Wenn Sie unter Kieferknacken, Verspannungen im Nacken- und Schulterbereich oder chronischen Kopfschmerzen können diese Symptome auf eine Fehlfunktion des Kiefers hinweisen, die oft mit einer Craniomandibulären Dysfunktion (CMD) verbunden ist. Eine CMD entsteht, wenn das Zusammenspiel zwischen Kiefergelenk, Kaumuskulatur und Zähnen gestört ist. Dies kann nicht nur Schmerzen im Kieferbereich verursachen, sondern sich auch negativ auf den gesamten Körper auswirken.
In der KIEFERORTHOPÄDIE LANG in München bieten wir eine umfassende Funktionsdiagnostik an, um die Ursache Ihrer Beschwerden zu identifizieren und eine gezielte Therapie einzuleiten. Unser Ziel ist es, Ihre Beschwerden zu lindern und eine gesunde Kieferfunktion wiederherzustellen.
Was ist Funktionsdiagnostik?
Die Funktionsdiagnostik ist ein spezielles Untersuchungsverfahren, bei dem wir die Bewegungen und Funktionen Ihres Kiefers genau analysieren. Dabei betrachten wir nicht nur das Kiefergelenk selbst, sondern auch die umliegenden Strukturen wie Muskeln, Bänder und Zähne. Durch diese ganzheitliche Betrachtung können wir feststellen, ob eine Fehlstellung oder Fehlfunktion des Kiefers vorliegt, die Ihre Beschwerden verursacht.
Wann ist eine Funktionsdiagnostik sinnvoll?
- Kieferknacken oder ‑schmerzen
- Eingeschränkte Mundöffnung
- Chronische Kopfschmerzen oder Migräne
- Verspannungen im Nacken- und Schulterbereich
- Tinnitus (Ohrgeräusche)
- Abnutzung der Zähne durch nächtliches Zähneknirschen (Bruxismus)
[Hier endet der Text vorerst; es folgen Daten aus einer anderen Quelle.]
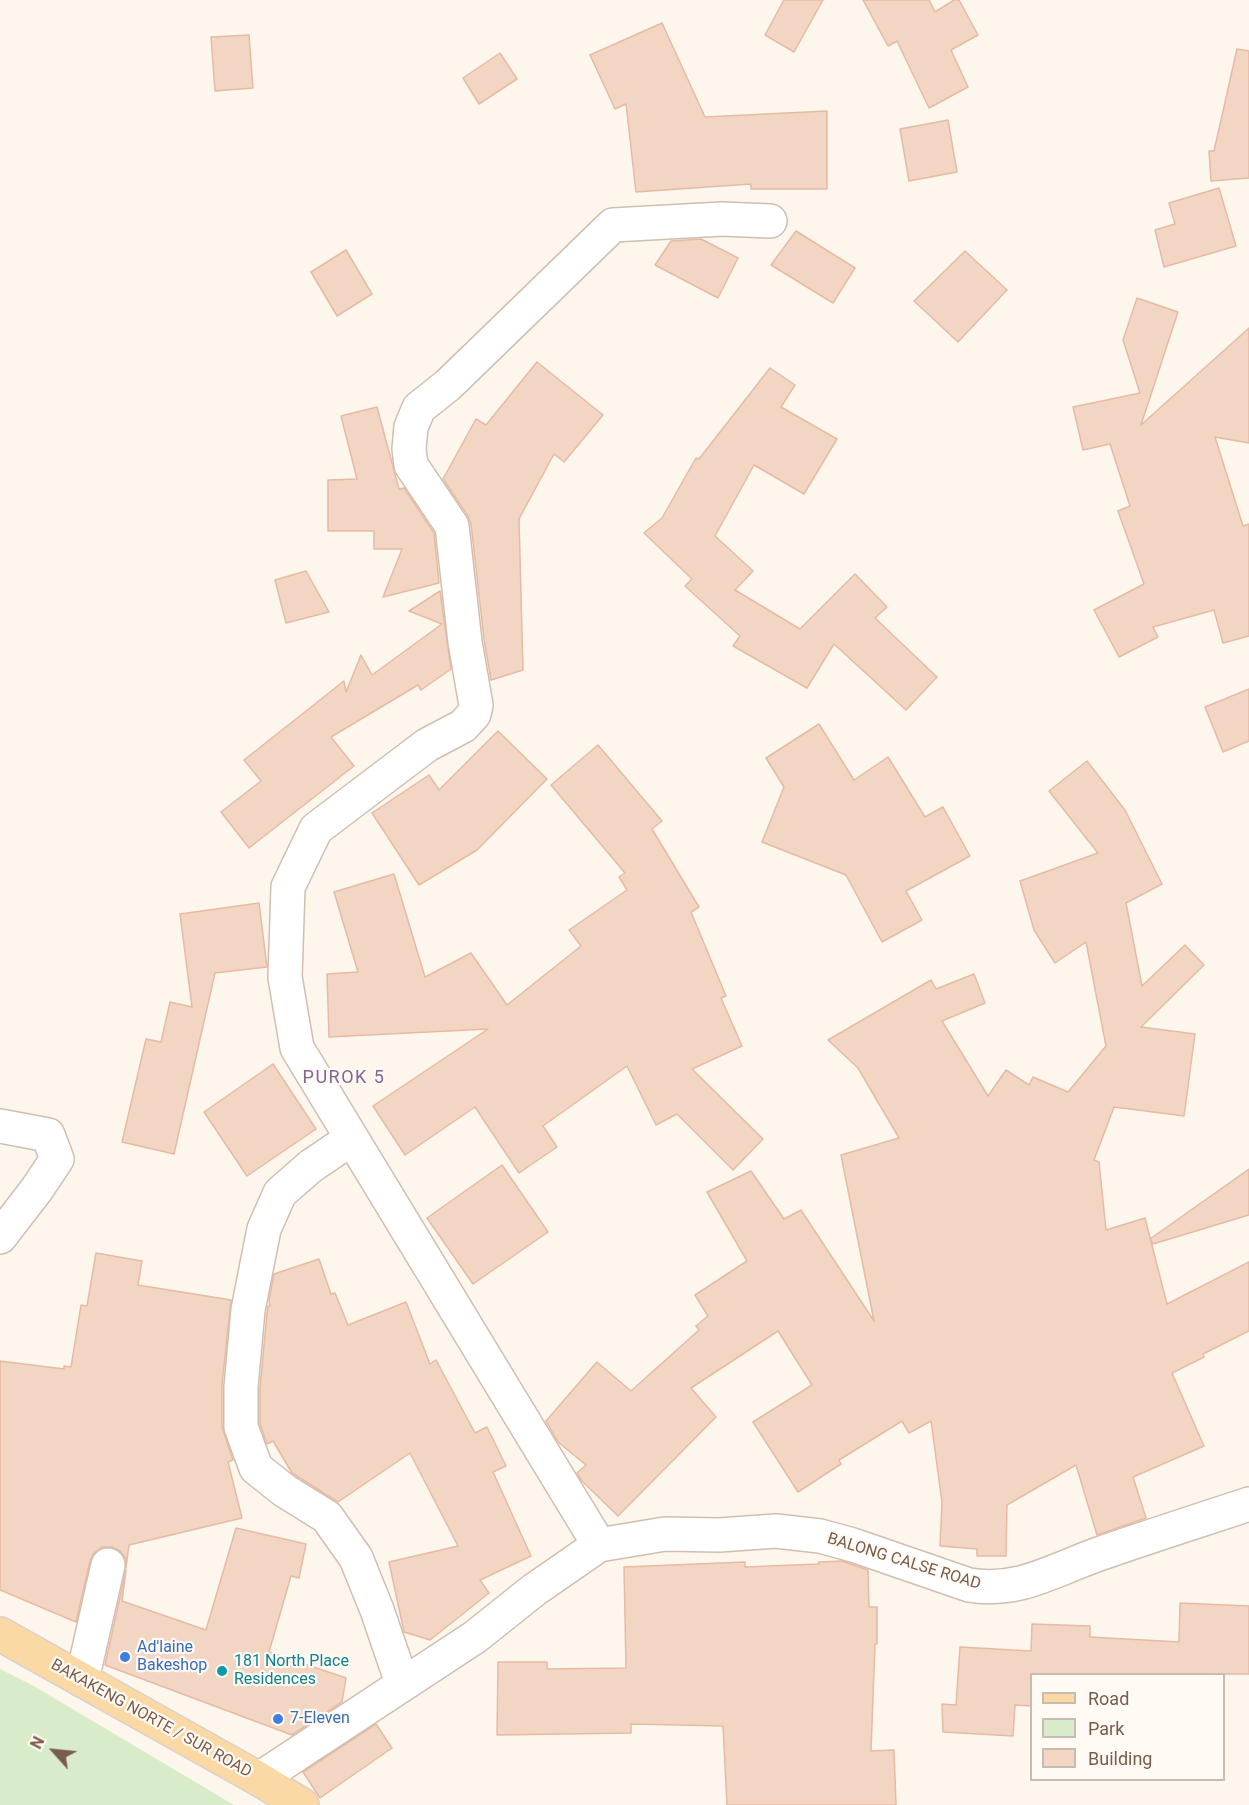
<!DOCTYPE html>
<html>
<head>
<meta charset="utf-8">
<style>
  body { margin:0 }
  #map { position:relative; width:1249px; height:1805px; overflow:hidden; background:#fdf6ec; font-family:Roboto,sans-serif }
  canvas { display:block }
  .legend { position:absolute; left:1030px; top:1673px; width:195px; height:108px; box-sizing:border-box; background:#fffaf3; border:2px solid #cabbb1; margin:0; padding:8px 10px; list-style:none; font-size:18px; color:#7a5c4d }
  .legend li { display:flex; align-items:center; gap:12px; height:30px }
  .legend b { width:30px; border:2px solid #cabbb1 }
  .north { position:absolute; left:24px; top:1721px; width:60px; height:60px; -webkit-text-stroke:4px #fffaf3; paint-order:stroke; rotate:297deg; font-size:16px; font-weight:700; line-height:24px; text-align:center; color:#7a5c4d }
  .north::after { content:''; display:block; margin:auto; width:21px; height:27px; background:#7a5c4d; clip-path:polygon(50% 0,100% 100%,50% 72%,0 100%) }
</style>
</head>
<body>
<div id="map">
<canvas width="1249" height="1805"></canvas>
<ul class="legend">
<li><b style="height:8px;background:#fbd9a5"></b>Road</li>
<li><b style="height:16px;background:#d8ecc9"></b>Park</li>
<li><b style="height:16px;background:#f3d5c3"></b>Building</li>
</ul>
<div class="north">N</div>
</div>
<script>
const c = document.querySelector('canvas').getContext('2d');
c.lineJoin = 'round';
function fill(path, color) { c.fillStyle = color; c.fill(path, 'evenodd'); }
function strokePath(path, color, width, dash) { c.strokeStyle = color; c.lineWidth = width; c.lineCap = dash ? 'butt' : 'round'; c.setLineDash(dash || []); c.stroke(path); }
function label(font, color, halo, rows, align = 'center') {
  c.font = font + ' Roboto,sans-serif'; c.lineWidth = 4.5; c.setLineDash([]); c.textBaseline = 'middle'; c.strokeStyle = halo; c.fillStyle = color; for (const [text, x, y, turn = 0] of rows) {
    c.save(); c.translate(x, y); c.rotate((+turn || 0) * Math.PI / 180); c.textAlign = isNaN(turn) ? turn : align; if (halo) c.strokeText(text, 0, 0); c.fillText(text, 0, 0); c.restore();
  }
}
fill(new Path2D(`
  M0,1669L32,1685L234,1805H0Z`), '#d8ecc9');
const building = new Path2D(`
  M784,0H823L794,52L765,35Z
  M863,0H929L935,12L954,0H959L978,35L951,50L968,87L929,108L897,41L888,46Z
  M662,23L705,117L827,111V189H751V184L636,192L626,104L615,109L590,55Z
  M249,35L253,88L215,91L211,37Z
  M1237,49L1249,51V178L1211,181L1209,151H1214Z
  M500,53L517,79L479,104L463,78Z
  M948,120L957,172L909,181L900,129Z
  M1219,188L1236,246L1164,267L1155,230L1175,224L1169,203Z
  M796,231L855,268L833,303L771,265Z
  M701,239L738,258L718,298L655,265L671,241Z
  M346,250L372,294L337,316L311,272Z
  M965,251L1007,290L958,342L914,301Z
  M1137,298L1178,312L1141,425L1249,328V443L1215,437L1243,526L1249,524V636L1223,643L1214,610L1153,627L1158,637L1119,657L1094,610L1144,584L1118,511L1130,506L1110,444L1083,450L1073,407L1140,393L1123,340Z
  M537,362L603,415L564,462L554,454L519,519L523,670L491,680L484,639L471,524L468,516L443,479L476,419L486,425Z
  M770,368L795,385L781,407L837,439L804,494L754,465L715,536L753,571L735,590L800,629L855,574L887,607L875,618L937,677L906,710L834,644L807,688L733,646L740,636L685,586L692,579L644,533L662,518L696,458L699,459Z
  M377,407L399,489L404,488L434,533L439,583L383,597L402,549H374V531H328V480L357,479L341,416Z
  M306,571L329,612L286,623L275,580Z
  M440,591L451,669L421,690L418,685L331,737L354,766L249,848L221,812L261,781L244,760L344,681L346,692L361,655L372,675L442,624L409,611Z
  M1249,689V741L1223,752L1205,707Z
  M819,724L854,780L888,757L925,817L943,807L970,856L906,891L922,920L882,942L846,875L762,842L784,787L766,758Z
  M498,731L547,779L477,850L419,885L372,813L429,775L439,790Z
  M598,745L662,821L652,829L699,907L691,912L726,996L721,998L742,1046L692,1069L763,1139L733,1170L677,1114L656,1125L627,1066L543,1126L557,1147L519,1173L475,1107L405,1155L373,1106L488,1029L329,1037L327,974L358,972L334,892L394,874L425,977L471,953L507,1005L581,946L569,930L627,890L619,877L625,873L551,785Z
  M1087,761L1125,810L1162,884L1126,903L1142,986L1185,945L1204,965L1141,1027L1195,1034L1184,1116L1114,1107L1094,1160L1099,1162L1106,1230L1145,1218L1167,1304L1249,1262V1331L1203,1354L1204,1357L1172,1373L1204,1446L1133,1477L1146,1518L1097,1535L1076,1465L1007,1505L1006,1556H977V1549L940,1546L942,1502L931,1421L909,1433L902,1421L839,1460L841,1464L798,1492L753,1422L812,1385L778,1331L691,1388L716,1417L618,1516L582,1481L577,1473L586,1465L558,1442L546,1421L597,1362L631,1391L699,1330L696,1326L708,1316L695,1295L747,1261L707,1192L751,1171L784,1219L801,1210L874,1321L841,1155L899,1138L858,1068L828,1040L931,980L936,989L974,974L985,1003L942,1021L988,1096L1006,1070L1029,1085L1033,1077L1068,1092L1106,1046L1086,942L1055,963L1034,930L1020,881L1098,853L1049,791Z
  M259,903L267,967L215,973L174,1154L122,1142L146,1039L161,1042L170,1002L192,1007L180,914Z
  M273,1064L316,1129L247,1176L204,1112Z
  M502,1165L548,1232L473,1284L427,1218Z
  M1249,1169V1215L1153,1244L1150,1239Z
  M96,1253L142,1261L138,1285L231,1300L222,1385V1427L233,1460L228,1462L242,1518L129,1545L126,1568V1559L120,1551L112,1547H102L94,1553L90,1561L76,1622L0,1590V1361L64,1369V1366L71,1367L81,1305L87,1306Z
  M319,1259L331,1294L335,1293L348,1325L406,1302L430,1364L436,1360L475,1433L487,1427L506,1466L493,1472L531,1556L480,1580L489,1593L430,1640L404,1632L389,1562L458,1546L410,1453L338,1502L292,1473L273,1441L267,1444L260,1424V1388L267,1313L268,1306H270L269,1300L274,1274Z
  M236,1528L306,1544L299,1578L291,1576L269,1652L346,1678L342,1702L292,1735L105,1665L126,1570L122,1601L206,1630Z
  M842,1561L868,1570L869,1607H877V1644H875L871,1751L894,1750L896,1805H727L723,1726L631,1724V1733L497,1735L498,1662H547V1669L626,1668L624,1567L745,1562V1567L819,1564V1562Z
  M1180,1603L1249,1606V1674H1032V1706L1015,1705L1013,1736L943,1732L942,1704L956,1705L960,1647L1031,1651L1032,1624L1090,1626V1637L1179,1642Z
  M376,1724L392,1748L320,1798L303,1772Z`);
fill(building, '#f3d5c3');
strokePath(building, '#e6bba3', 1.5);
const minor = new Path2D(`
  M0,1126L48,1135L57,1159L37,1189L0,1237
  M351,1139L311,1166L280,1193L264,1229L248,1310L241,1387V1427L256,1468L285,1491L327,1517L356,1558L377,1610L402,1683
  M599,1545L297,1048L285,977L288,887L316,829L427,745L463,726L474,714L476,705L465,642L452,526L411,465L409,449L411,427L419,408L448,385L613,225L722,219L770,221
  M82,1680L108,1565
  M259,1779L475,1637L534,1590L599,1545L665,1534L719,1535L776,1531L820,1536L853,1545L969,1585C1018,1593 1052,1571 1096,1555C1147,1537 1198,1521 1249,1504`);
const major = new Path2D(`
  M0,1634L259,1779L302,1805`);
strokePath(minor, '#d1beb0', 36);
strokePath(major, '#dad1cd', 36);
strokePath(minor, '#fff', 33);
strokePath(major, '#fbd9a5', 33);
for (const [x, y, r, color] of [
  [125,1657,6,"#3f7fe0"],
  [222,1671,6,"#0f9aa8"],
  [278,1719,6,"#3f7fe0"]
]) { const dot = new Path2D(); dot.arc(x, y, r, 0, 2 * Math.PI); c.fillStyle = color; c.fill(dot); strokePath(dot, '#fffaf3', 2); }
label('16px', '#7a5c4d', '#fffaf3', [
  ["BALONG CALSE ROAD",904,1562,17],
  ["BAKAKENG NORTE / SUR ROAD",151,1719,29]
]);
label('16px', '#366cbe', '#fffaf3', [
  ["Ad'laine",137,1648],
  ["Bakeshop",137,1666],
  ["7-Eleven",290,1719]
], 'left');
label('16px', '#0d838f', '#fffaf3', [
  ["181 North Place",234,1662],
  ["Residences",234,1680]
], 'left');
c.letterSpacing = '1.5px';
label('18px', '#846695', '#fffaf3', [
  ["PUROK 5",344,1078]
]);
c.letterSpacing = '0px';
</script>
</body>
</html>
Ablauf der Funktionsdiagnostik
- Anamnese und klinische Untersuchung: In einem ausführlichen Gespräch erfassen wir Ihre Beschwerden und untersuchen Ihren Kiefer sowie die Kaumuskulatur manuell.
- Instrumentelle Funktionsanalyse: Mit Hilfe eines Gesichtsbogens analysieren wir die Bewegungen Ihres Kiefers und die Belastung des Kiefergelenks.
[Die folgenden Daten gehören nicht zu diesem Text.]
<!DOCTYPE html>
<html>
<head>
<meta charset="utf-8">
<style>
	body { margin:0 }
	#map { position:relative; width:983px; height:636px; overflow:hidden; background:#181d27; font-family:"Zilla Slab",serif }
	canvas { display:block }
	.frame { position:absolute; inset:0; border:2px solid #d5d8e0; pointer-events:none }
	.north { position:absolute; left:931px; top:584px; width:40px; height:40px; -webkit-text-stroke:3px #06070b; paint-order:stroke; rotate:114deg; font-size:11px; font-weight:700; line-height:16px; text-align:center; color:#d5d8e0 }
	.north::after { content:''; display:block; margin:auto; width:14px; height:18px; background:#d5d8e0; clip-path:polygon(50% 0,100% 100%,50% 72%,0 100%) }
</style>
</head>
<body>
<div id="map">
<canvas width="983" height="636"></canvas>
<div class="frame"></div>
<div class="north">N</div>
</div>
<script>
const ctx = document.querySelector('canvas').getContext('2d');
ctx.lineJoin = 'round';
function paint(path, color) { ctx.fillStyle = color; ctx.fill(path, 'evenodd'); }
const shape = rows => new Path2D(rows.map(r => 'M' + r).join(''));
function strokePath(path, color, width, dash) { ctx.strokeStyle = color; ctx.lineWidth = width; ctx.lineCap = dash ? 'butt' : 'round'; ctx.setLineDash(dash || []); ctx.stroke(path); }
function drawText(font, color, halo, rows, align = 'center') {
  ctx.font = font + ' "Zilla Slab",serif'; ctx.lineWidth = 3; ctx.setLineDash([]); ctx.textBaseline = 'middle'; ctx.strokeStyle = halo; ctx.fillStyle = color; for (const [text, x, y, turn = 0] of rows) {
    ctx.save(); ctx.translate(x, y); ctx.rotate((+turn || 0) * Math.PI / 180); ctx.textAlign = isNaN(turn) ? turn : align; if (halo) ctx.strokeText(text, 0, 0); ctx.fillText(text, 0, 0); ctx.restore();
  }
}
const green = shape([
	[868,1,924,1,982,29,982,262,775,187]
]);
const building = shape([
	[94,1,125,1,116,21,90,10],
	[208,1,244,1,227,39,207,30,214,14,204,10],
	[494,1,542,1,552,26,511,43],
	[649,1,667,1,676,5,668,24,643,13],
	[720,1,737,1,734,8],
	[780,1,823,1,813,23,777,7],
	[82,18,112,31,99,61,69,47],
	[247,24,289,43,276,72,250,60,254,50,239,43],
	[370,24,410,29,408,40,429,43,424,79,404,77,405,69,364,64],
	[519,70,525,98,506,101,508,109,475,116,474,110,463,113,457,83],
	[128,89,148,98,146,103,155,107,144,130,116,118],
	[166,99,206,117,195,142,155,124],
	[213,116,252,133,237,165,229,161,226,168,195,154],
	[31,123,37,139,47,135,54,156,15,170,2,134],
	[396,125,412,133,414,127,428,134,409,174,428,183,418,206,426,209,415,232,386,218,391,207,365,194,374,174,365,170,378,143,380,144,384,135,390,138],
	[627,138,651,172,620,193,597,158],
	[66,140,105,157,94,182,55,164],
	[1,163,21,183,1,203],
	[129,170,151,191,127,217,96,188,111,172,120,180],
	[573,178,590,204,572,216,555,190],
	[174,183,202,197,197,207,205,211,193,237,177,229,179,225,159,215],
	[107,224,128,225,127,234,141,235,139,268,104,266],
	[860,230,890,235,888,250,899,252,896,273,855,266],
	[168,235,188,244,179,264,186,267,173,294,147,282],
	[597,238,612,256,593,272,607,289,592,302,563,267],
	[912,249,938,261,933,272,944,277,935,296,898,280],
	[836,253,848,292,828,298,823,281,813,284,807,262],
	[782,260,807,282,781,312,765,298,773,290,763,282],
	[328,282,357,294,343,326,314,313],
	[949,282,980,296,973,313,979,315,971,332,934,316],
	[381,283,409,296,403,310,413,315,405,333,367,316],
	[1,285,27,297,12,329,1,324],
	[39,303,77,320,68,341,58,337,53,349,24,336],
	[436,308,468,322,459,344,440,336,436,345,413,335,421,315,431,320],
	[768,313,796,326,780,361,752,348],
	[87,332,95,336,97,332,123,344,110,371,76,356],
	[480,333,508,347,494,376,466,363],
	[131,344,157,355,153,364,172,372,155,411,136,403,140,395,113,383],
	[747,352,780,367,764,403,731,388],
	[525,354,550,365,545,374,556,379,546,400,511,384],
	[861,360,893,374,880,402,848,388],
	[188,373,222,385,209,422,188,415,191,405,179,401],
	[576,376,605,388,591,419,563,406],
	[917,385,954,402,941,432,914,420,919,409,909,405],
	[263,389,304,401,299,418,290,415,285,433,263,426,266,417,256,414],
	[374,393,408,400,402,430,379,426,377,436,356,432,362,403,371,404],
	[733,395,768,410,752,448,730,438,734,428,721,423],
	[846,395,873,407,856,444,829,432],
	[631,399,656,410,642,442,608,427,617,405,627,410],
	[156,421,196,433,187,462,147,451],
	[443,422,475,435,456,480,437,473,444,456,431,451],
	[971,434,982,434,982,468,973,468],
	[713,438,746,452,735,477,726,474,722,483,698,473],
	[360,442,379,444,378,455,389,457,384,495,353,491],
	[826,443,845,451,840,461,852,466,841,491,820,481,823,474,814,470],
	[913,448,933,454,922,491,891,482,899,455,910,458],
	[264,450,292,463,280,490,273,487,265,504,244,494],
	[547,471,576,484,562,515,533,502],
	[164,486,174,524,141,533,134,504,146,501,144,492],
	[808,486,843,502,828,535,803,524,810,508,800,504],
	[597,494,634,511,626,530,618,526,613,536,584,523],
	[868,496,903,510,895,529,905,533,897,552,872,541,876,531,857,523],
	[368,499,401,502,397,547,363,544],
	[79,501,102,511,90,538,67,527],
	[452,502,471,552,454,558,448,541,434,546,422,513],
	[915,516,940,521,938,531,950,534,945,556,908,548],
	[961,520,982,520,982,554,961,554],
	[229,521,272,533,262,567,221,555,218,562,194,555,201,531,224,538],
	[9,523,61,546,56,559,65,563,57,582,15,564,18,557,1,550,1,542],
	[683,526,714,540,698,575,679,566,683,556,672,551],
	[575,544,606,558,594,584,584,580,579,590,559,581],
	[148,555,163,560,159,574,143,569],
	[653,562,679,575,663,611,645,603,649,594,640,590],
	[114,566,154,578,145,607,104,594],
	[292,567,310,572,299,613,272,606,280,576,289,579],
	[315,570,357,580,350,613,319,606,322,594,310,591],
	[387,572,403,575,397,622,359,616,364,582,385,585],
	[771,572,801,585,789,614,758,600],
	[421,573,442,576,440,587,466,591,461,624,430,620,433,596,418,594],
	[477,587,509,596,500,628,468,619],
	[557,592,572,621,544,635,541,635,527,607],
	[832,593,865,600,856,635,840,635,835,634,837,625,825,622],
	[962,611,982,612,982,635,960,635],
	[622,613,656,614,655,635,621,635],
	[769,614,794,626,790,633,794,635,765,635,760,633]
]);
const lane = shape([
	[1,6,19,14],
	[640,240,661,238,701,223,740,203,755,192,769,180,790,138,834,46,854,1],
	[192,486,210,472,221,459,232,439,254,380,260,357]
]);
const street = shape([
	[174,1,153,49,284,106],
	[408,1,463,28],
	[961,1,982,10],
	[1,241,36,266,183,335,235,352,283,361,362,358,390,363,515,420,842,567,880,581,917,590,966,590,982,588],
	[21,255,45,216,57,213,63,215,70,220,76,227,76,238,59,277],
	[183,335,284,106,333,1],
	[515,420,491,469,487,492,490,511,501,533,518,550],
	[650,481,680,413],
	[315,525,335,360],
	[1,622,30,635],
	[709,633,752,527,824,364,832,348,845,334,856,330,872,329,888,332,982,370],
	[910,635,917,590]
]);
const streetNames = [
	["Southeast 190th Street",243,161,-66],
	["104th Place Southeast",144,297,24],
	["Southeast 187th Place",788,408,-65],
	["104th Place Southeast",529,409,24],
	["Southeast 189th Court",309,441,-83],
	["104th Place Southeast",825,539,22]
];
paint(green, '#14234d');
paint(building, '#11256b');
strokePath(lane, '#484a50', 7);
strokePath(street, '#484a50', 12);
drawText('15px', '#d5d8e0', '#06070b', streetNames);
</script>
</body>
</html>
- Bildgebende Verfahren: Bei Bedarf setzen wir Röntgenaufnahmen oder 3D-Bildgebung ein, um die Strukturen des Kiefergelenks genau zu beurteilen.
- Diagnose und Therapieplanung: Basierend auf dem Befund stellen wir die Diagnose und entwickeln einen Therapieplan, der die Ursache ihrer Beschwerden adressiert.
Therapiemöglichkeiten bei CMD
Nach der Diagnose stehen uns verschiedene Therapieoptionen zur Verfügung, um Ihre Beschwerden zu lindern und die Funktion Ihres Kiefers wiederherzustellen. Eine der häufigsten und effektivsten Methoden ist die Anpassung einer individuellen Aufbissschiene.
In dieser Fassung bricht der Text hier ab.